Ces grosses carpes, bien qu’assez peu pêchées, sont d’une
méfiance excessive. Pour peu qu’on soit monté un peu fortement, elles refusent
d’habitude toute esche en suspension dans l’eau et ne s’attaquent guère qu’à
celles qui reposent immobiles sur le fond. Force est donc, si l’on veut
réussir, de recourir à la pêche à la pelote ou à celle à la ligne plombée.
Occupons-nous aujourd’hui de cette dernière.
Et, tout d’abord, voyons un peu l’équipement indispensable.
La solidité est la première qualité requise pour la canne
qui nous servira. Le bambou, l’hickory, le greenheart sont les bois usuels
employés pour la construction de ces cannes, dont les catalogues nous offrent
un choix varié. Six mètres de long pour pêcher du bord, 4 mètres pour le
bateau, telles sont leurs dimensions habituelles.
Il les faut munir d’anneaux de laiton à centre porcelaine
par où passera sans usure la soie du moulinet, accessoire indispensable en
l’occurrence. J’ai obtenu toute satisfaction d’un gros moulinet en noyer verni,
avec cric et frein, contenant 100 yards de soie « aux Drapeaux »
grosseur F. Mes bas de ligne ont 1 mètre de longueur, composés de
deux florences Maraña 1re et d’une Padron 1re.
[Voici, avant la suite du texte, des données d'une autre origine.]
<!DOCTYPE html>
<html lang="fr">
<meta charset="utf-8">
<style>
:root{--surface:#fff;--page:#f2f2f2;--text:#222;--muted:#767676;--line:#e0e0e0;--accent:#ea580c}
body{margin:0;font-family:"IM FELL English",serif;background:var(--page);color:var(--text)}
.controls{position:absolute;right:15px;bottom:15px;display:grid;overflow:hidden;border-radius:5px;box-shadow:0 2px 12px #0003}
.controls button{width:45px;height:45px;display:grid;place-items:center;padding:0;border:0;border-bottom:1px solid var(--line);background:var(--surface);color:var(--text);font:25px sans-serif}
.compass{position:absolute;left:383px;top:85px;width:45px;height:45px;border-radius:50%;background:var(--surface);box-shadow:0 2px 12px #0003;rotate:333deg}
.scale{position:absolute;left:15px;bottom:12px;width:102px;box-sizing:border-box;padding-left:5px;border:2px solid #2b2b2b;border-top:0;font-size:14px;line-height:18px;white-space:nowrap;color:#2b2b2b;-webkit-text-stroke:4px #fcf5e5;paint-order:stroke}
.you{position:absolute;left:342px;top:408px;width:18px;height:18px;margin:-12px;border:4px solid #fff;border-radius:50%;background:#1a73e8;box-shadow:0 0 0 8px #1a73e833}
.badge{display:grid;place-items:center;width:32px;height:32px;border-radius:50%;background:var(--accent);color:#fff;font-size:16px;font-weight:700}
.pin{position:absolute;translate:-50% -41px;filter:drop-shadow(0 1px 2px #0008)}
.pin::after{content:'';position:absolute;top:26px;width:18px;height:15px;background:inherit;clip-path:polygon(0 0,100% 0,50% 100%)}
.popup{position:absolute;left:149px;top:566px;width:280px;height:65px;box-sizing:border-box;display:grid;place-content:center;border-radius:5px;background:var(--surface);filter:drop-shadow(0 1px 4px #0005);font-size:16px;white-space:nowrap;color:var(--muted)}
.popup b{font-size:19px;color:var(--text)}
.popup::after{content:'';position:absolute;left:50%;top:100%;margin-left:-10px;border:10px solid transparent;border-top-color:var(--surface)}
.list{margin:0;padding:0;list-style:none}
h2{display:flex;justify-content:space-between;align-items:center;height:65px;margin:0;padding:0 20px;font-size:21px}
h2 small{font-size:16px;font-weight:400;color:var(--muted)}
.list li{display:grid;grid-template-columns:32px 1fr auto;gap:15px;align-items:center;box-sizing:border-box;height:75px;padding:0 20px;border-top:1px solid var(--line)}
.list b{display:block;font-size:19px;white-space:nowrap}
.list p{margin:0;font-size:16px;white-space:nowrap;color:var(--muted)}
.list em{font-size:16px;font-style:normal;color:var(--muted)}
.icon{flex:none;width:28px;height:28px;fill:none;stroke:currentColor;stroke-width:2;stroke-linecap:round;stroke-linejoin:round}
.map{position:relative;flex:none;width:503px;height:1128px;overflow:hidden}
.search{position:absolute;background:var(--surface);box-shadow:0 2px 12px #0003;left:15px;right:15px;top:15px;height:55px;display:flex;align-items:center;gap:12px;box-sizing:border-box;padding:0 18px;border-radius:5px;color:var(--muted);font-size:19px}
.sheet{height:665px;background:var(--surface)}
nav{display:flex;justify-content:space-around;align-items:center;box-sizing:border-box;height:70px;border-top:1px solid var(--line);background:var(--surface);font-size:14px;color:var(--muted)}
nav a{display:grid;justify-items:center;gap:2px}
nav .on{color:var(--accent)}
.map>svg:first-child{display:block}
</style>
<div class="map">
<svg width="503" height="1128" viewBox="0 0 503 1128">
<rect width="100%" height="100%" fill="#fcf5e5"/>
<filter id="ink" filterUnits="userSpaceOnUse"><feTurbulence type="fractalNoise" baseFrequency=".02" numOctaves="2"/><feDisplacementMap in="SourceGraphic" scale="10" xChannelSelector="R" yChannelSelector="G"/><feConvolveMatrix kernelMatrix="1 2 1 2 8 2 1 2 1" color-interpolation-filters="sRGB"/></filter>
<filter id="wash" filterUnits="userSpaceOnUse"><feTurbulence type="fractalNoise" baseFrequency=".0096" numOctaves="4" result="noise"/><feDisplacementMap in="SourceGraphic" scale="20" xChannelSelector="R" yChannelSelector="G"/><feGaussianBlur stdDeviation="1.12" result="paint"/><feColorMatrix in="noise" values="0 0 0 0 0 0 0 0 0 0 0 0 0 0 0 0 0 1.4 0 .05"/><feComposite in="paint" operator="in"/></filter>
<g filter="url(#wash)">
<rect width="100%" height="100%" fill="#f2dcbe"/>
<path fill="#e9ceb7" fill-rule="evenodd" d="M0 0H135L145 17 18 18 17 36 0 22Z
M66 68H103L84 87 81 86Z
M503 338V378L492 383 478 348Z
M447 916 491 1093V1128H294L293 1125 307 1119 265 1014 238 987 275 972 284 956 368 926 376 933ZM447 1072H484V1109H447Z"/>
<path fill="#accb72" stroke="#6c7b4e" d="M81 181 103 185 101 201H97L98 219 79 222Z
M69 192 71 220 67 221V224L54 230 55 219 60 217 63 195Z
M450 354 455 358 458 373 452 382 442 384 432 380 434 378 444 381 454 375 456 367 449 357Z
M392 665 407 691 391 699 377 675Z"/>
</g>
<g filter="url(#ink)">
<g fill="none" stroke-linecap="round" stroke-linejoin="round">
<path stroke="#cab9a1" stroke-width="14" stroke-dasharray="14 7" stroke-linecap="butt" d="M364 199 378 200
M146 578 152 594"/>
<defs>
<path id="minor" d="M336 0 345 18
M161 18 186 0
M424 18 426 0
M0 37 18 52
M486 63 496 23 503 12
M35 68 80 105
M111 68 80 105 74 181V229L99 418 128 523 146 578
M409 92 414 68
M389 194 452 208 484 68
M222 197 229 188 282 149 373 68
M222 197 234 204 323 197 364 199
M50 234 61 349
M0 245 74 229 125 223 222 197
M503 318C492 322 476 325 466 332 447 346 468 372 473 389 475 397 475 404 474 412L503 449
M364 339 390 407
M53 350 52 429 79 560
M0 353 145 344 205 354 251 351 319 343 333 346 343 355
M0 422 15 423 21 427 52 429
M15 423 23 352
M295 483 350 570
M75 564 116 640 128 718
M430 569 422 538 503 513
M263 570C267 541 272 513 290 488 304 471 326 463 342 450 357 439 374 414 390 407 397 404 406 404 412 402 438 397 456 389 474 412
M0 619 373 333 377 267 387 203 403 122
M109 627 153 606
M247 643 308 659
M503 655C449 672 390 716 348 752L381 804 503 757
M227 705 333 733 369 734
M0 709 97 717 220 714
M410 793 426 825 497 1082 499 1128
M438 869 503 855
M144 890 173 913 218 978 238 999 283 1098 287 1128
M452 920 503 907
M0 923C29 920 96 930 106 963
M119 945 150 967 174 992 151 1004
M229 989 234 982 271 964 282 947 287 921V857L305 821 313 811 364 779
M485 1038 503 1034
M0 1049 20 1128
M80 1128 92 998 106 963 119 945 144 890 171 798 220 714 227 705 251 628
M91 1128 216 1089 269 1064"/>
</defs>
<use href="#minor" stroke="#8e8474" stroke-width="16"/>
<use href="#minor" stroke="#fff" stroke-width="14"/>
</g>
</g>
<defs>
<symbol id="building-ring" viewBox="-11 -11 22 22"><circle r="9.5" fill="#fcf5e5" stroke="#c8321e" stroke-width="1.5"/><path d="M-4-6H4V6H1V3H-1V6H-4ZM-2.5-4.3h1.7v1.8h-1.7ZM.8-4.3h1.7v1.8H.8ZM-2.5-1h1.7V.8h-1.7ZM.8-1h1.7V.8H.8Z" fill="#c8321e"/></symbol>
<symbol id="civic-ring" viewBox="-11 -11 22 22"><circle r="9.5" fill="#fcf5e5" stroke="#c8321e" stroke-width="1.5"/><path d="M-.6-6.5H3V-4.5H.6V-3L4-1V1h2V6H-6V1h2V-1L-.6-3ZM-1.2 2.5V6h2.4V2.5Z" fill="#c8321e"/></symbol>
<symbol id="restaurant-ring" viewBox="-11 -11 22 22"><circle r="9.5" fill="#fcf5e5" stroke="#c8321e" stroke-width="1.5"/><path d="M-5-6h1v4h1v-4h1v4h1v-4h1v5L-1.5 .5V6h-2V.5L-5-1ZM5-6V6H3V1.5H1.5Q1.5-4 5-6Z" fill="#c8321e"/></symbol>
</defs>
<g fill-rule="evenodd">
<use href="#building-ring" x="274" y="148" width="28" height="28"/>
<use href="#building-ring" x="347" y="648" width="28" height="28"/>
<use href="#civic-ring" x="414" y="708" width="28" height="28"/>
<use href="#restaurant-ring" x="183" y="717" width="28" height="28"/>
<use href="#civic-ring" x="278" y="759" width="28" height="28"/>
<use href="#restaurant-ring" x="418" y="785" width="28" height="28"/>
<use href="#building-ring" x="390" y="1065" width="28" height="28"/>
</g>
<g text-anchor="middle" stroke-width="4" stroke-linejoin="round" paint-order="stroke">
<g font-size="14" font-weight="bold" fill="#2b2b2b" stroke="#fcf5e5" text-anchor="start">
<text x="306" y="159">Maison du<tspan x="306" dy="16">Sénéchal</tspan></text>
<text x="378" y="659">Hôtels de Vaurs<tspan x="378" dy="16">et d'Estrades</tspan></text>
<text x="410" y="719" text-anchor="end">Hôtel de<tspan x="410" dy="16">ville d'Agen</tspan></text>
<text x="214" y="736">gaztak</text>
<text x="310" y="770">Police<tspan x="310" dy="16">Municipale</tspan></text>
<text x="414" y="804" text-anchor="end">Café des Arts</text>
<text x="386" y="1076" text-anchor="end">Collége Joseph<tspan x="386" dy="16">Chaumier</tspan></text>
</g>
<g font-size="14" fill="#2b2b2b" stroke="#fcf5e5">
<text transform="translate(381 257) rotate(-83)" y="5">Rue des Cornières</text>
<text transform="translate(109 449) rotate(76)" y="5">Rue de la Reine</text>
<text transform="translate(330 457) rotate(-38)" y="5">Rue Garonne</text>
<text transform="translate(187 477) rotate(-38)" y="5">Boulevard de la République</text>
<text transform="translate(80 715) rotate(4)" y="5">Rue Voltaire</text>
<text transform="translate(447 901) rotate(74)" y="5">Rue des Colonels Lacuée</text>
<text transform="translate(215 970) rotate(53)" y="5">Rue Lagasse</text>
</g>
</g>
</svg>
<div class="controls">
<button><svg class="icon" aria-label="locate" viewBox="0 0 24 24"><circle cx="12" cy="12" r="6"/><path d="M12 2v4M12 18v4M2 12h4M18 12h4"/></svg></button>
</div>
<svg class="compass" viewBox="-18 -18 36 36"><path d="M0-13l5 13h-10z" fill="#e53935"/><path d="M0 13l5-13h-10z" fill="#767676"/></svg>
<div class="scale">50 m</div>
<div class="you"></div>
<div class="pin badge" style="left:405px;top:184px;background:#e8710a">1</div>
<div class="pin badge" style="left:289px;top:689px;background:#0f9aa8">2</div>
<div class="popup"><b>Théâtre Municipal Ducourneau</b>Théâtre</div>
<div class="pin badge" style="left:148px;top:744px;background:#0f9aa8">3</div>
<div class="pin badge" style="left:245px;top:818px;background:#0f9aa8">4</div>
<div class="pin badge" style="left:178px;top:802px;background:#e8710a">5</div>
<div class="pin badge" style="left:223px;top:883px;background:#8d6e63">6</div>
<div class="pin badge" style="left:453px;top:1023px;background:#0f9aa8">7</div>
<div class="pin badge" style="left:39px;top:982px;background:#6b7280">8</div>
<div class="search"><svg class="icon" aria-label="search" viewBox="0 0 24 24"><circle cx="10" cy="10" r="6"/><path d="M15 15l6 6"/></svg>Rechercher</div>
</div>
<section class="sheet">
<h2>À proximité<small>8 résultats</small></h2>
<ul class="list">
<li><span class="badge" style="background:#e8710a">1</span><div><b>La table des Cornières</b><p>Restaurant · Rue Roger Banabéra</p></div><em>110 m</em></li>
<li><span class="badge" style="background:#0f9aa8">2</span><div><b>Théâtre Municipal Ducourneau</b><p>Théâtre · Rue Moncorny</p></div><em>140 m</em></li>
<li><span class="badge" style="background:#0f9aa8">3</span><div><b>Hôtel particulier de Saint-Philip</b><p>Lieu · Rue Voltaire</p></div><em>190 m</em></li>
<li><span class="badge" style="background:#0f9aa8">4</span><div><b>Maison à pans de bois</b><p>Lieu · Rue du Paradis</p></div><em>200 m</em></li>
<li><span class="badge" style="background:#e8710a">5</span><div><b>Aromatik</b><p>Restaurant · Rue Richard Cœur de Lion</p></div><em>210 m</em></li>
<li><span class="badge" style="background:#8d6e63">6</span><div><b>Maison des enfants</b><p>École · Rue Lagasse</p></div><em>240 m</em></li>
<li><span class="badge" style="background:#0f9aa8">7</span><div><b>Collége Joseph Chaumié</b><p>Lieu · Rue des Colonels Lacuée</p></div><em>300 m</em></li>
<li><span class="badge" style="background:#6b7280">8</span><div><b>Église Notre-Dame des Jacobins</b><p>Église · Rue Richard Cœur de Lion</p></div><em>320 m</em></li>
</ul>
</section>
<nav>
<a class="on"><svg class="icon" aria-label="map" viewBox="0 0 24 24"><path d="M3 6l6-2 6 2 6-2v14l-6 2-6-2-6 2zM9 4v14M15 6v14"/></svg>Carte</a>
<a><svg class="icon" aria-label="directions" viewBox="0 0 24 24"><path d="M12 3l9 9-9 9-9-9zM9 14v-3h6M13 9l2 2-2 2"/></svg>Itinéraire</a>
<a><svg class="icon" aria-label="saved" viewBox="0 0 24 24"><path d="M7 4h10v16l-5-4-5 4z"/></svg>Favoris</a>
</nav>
En fait de plombée, une olive percée pesant 30 grammes,
retenue à 0m,60 au-dessus de l’hameçon par un plomb de chasse no 2
serré sur la jonction des deux premières florences, de manière à ce que le fil
puisse coulisser librement. L’hameçon à préférer sera un carré renforcé no 1
ou 2 pour la grosse fève cuite, le morcelet de pomme de terre ou le cube de
chènevis ; no 3 ou 4 pour le ver de terre ou la boulette
de pâte au miel.
En rivière, la grosse carpe se tient en général en eau calme
et profonde, à proximité d’obstacles importants, noyés, ou d’herbiers plus ou
moins épais ; les fonds vaseux ne lui déplaisent point. Mais elle en sort
journellement pour se nourrir et s’en éloigne au moment du frai.
Il ne serait guère prudent de tendre ses lignes tout à
proximité de ces obstacles ou herbiers ; elles pourraient y être
entraînées de force par un gros poisson, ce qui serait catastrophique.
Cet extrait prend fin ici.